Work task> When the string "read" is part of a line in the data below, report the whole line.

Data shown>
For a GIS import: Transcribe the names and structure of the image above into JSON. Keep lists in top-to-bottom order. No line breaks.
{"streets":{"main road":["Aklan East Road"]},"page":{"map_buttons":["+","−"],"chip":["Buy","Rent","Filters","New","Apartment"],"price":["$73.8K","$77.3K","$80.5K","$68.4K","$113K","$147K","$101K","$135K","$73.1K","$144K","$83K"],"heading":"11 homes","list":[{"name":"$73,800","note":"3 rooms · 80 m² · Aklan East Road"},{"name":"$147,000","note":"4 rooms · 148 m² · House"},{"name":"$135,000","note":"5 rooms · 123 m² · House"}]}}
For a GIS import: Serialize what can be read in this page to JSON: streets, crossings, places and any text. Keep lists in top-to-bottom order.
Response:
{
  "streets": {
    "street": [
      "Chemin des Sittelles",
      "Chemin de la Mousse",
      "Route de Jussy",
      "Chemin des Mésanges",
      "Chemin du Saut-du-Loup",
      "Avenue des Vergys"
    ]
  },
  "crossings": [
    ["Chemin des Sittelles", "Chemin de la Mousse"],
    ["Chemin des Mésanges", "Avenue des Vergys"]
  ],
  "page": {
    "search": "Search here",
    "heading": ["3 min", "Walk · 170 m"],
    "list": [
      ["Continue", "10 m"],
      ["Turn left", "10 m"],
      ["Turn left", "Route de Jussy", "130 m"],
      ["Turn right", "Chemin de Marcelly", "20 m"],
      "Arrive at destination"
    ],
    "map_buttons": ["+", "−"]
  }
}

==

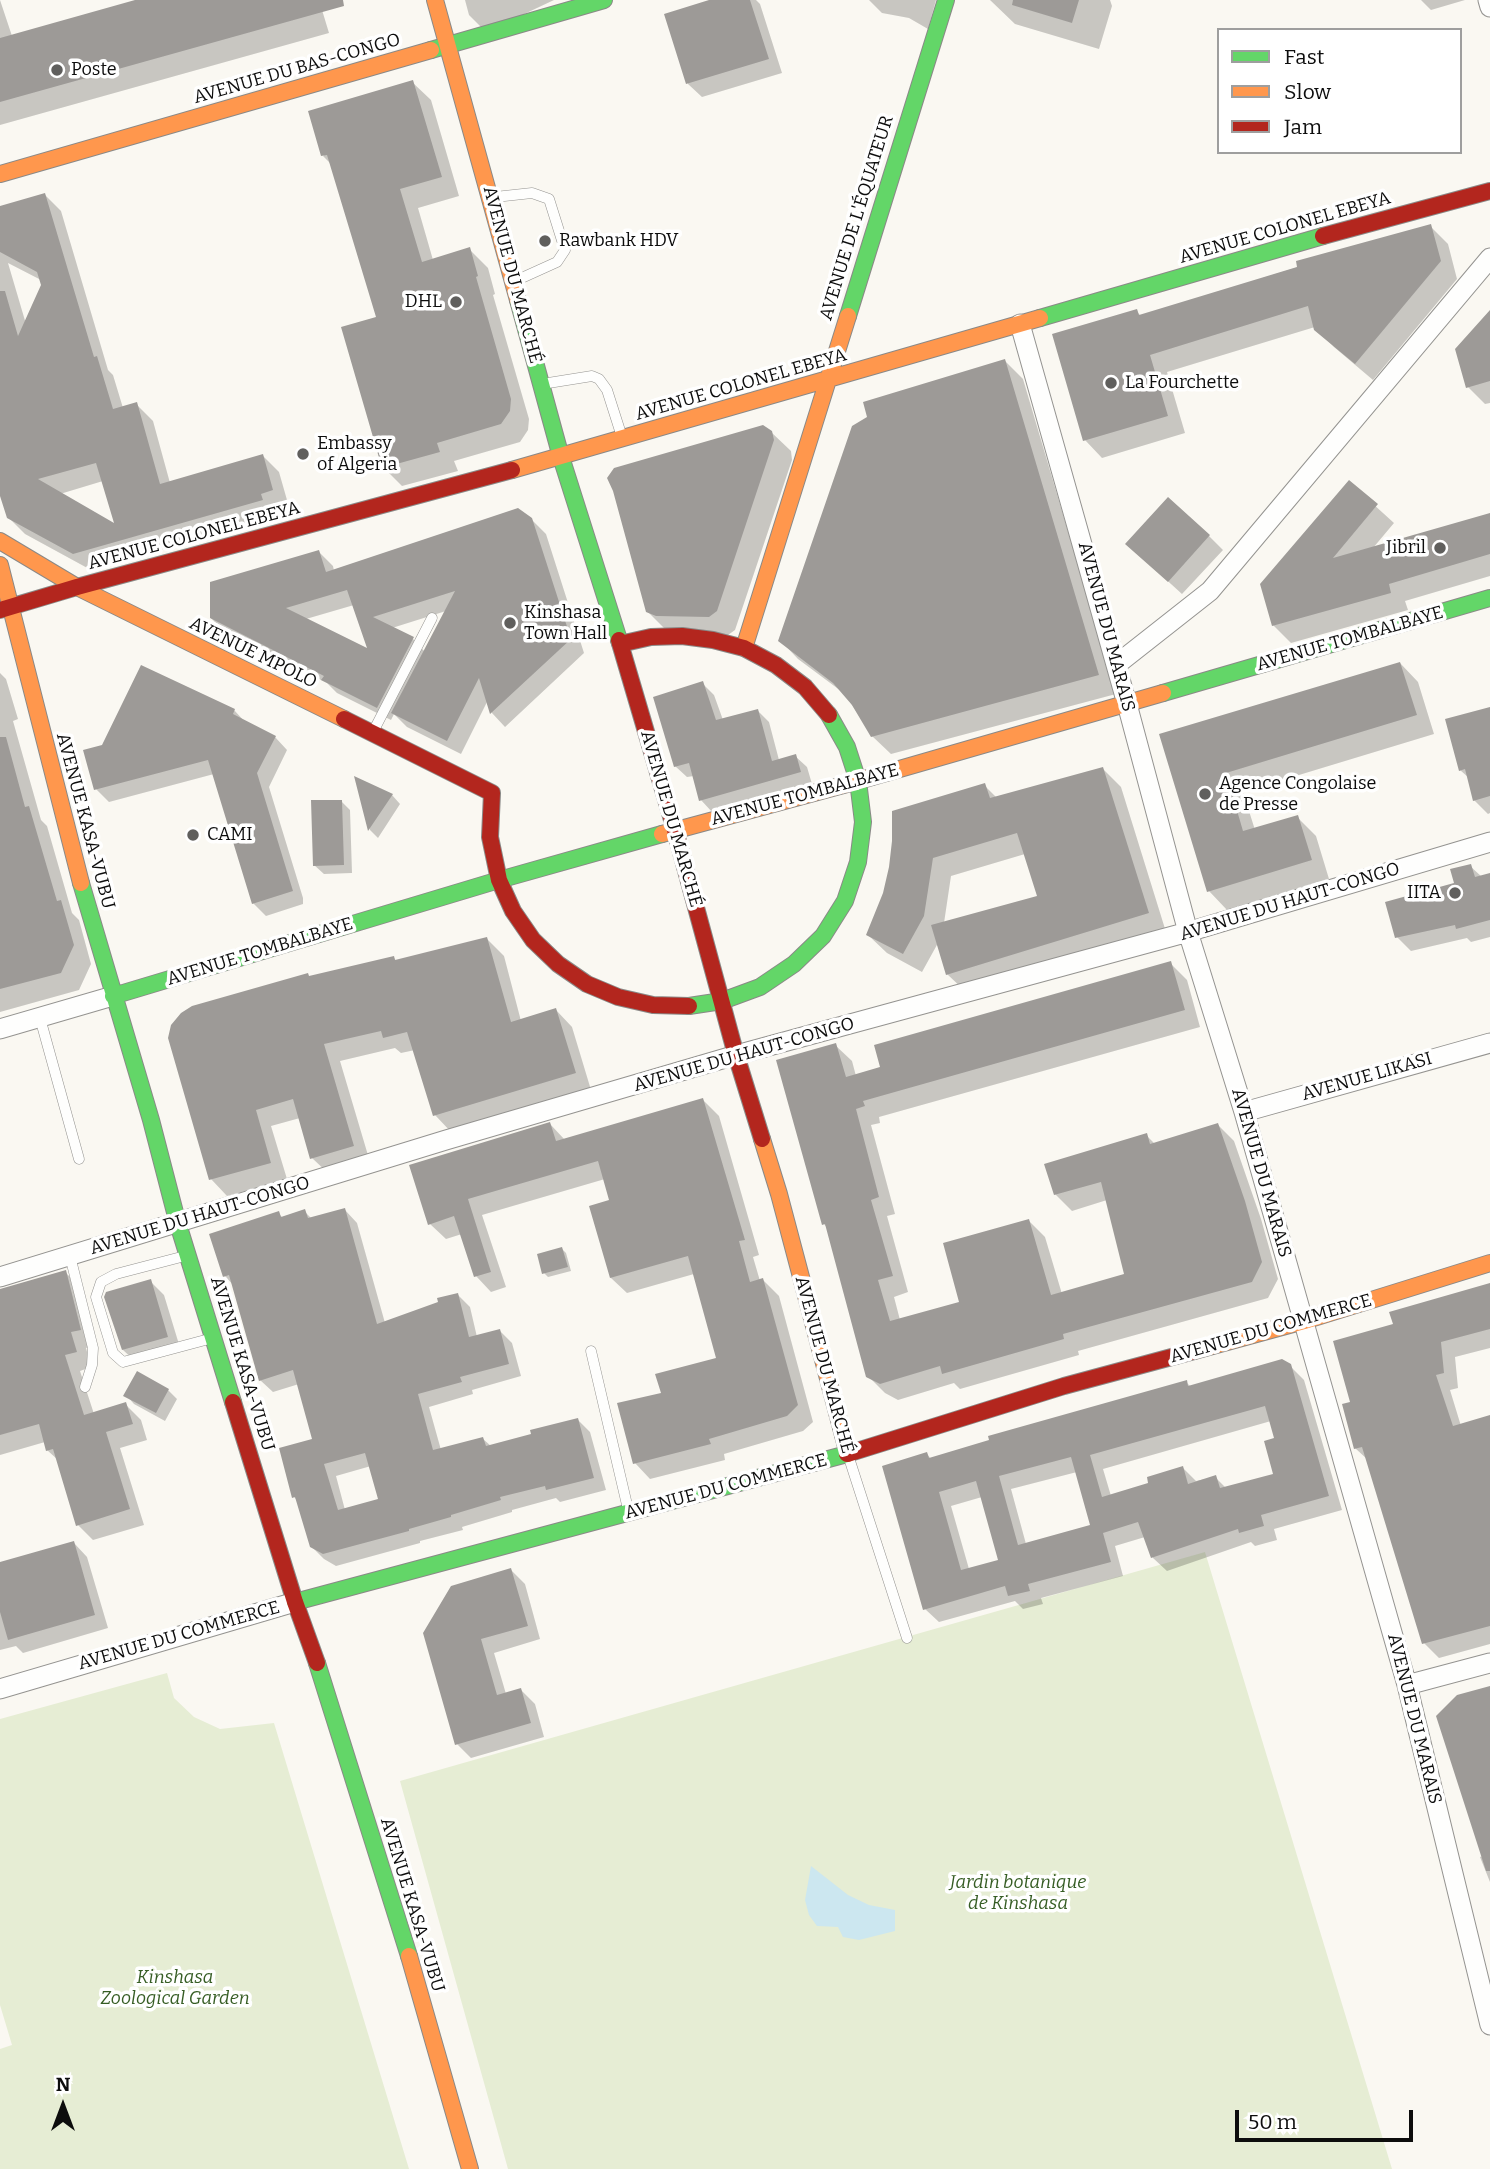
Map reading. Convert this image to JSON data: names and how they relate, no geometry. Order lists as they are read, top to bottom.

Output of the exercise>
For a GIS import: Serialize what can be read in this page to JSON: streets, crossings, places and any text. Keep lists in top-to-bottom order.
Map reading. Convert this image to JSON data: names and how they relate, no geometry. Order lists as they are read, top to bottom.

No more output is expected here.